Data shown
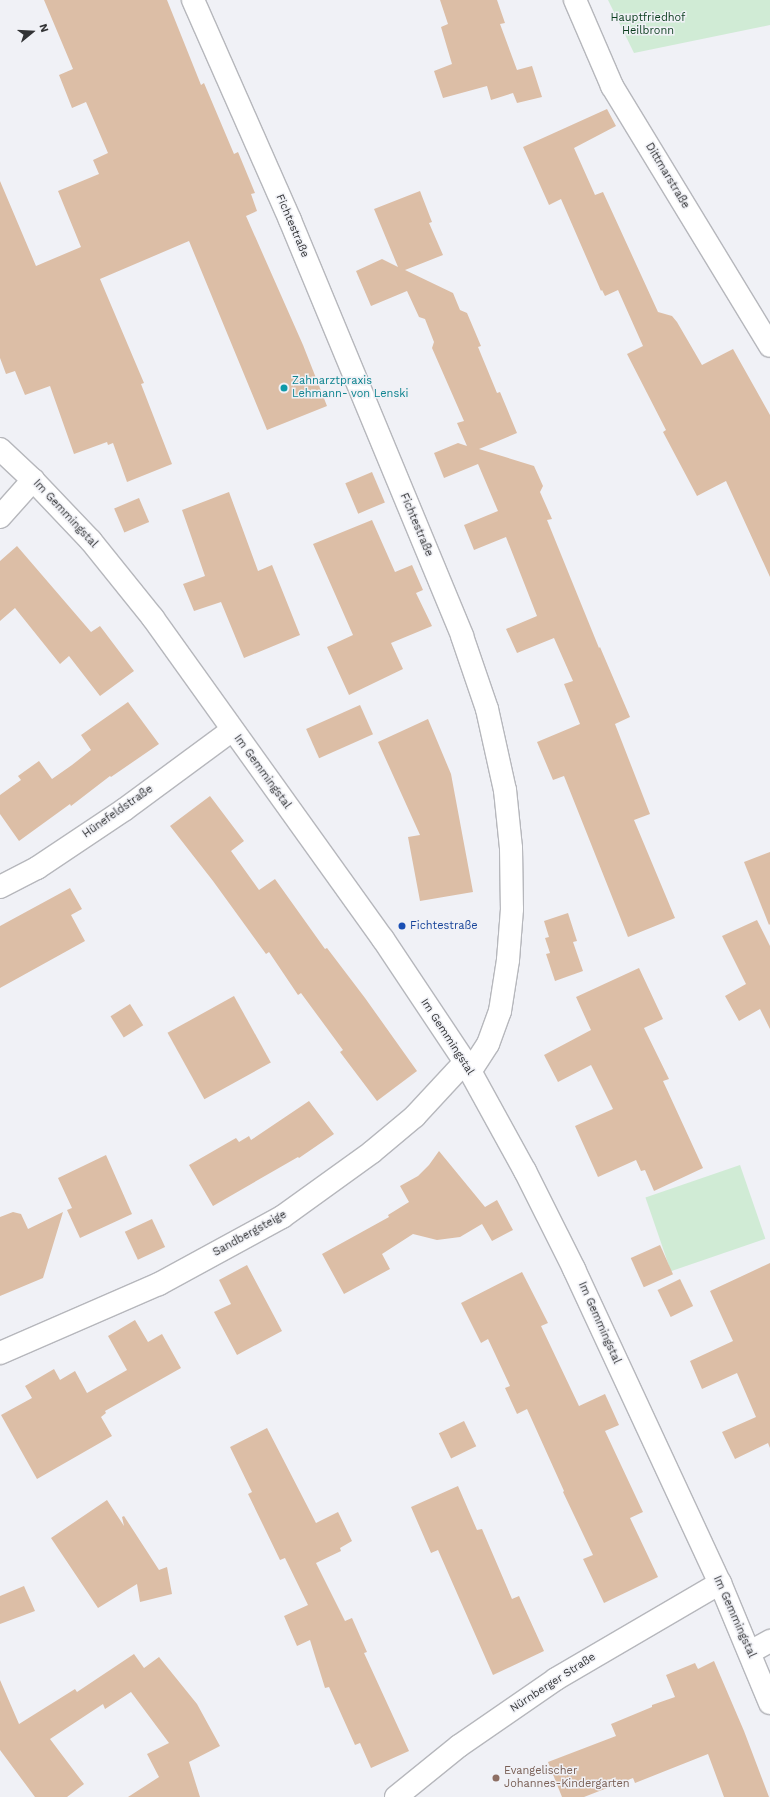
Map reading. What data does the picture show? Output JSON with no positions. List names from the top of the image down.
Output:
{
  "streets": {
    "street": [
      "Dittmarstraße",
      "Fichtestraße",
      "Im Gemmingstal",
      "Hünefeldstraße",
      "Sandbergsteige",
      "Nürnberger Straße"
    ]
  },
  "crossings": [
    ["Fichtestraße", "Im Gemmingstal"],
    ["Fichtestraße", "Sandbergsteige"],
    ["Im Gemmingstal", "Hünefeldstraße"],
    ["Im Gemmingstal", "Sandbergsteige"],
    ["Im Gemmingstal", "Nürnberger Straße"]
  ],
  "parks": ["Hauptfriedhof Heilbronn"],
  "places": ["Zahnarztpraxis Lehmann- von Lenski", "Fichtestraße", "Evangelischer Johannes-Kindergarten"],
  "north": "right"
}
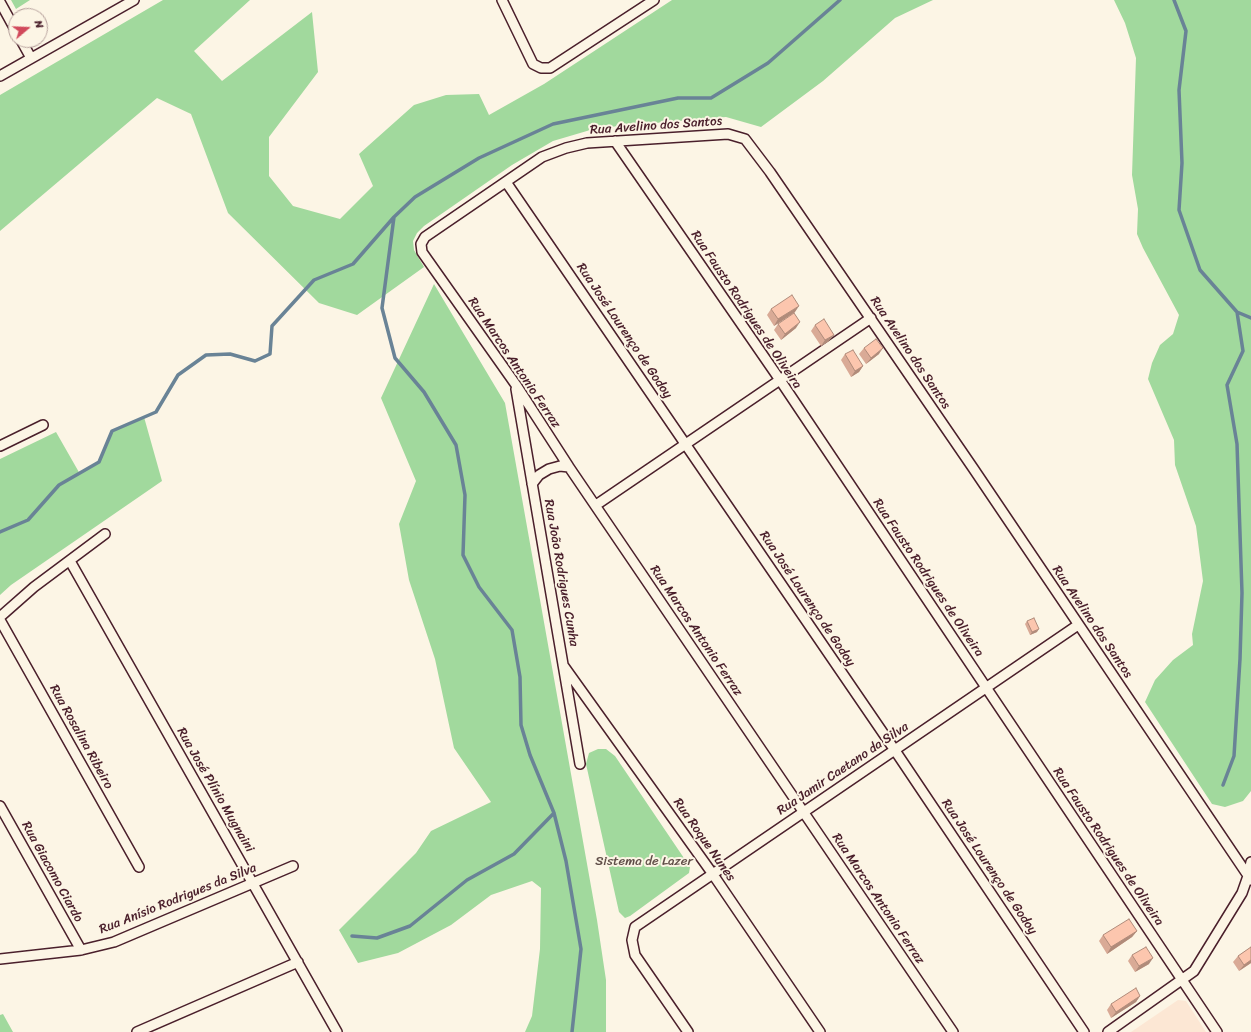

Work to be completed
Please reproduce the records above exactly and leave any picture behind.

Response
Map reading. What data does the picture show? Output JSON with no positions. List names from the top of the image down.
Output:
{
  "streets": {
    "street": [
      "Dittmarstraße",
      "Fichtestraße",
      "Im Gemmingstal",
      "Hünefeldstraße",
      "Sandbergsteige",
      "Nürnberger Straße"
    ]
  },
  "crossings": [
    ["Fichtestraße", "Im Gemmingstal"],
    ["Fichtestraße", "Sandbergsteige"],
    ["Im Gemmingstal", "Hünefeldstraße"],
    ["Im Gemmingstal", "Sandbergsteige"],
    ["Im Gemmingstal", "Nürnberger Straße"]
  ],
  "parks": ["Hauptfriedhof Heilbronn"],
  "places": ["Zahnarztpraxis Lehmann- von Lenski", "Fichtestraße", "Evangelischer Johannes-Kindergarten"],
  "north": "right"
}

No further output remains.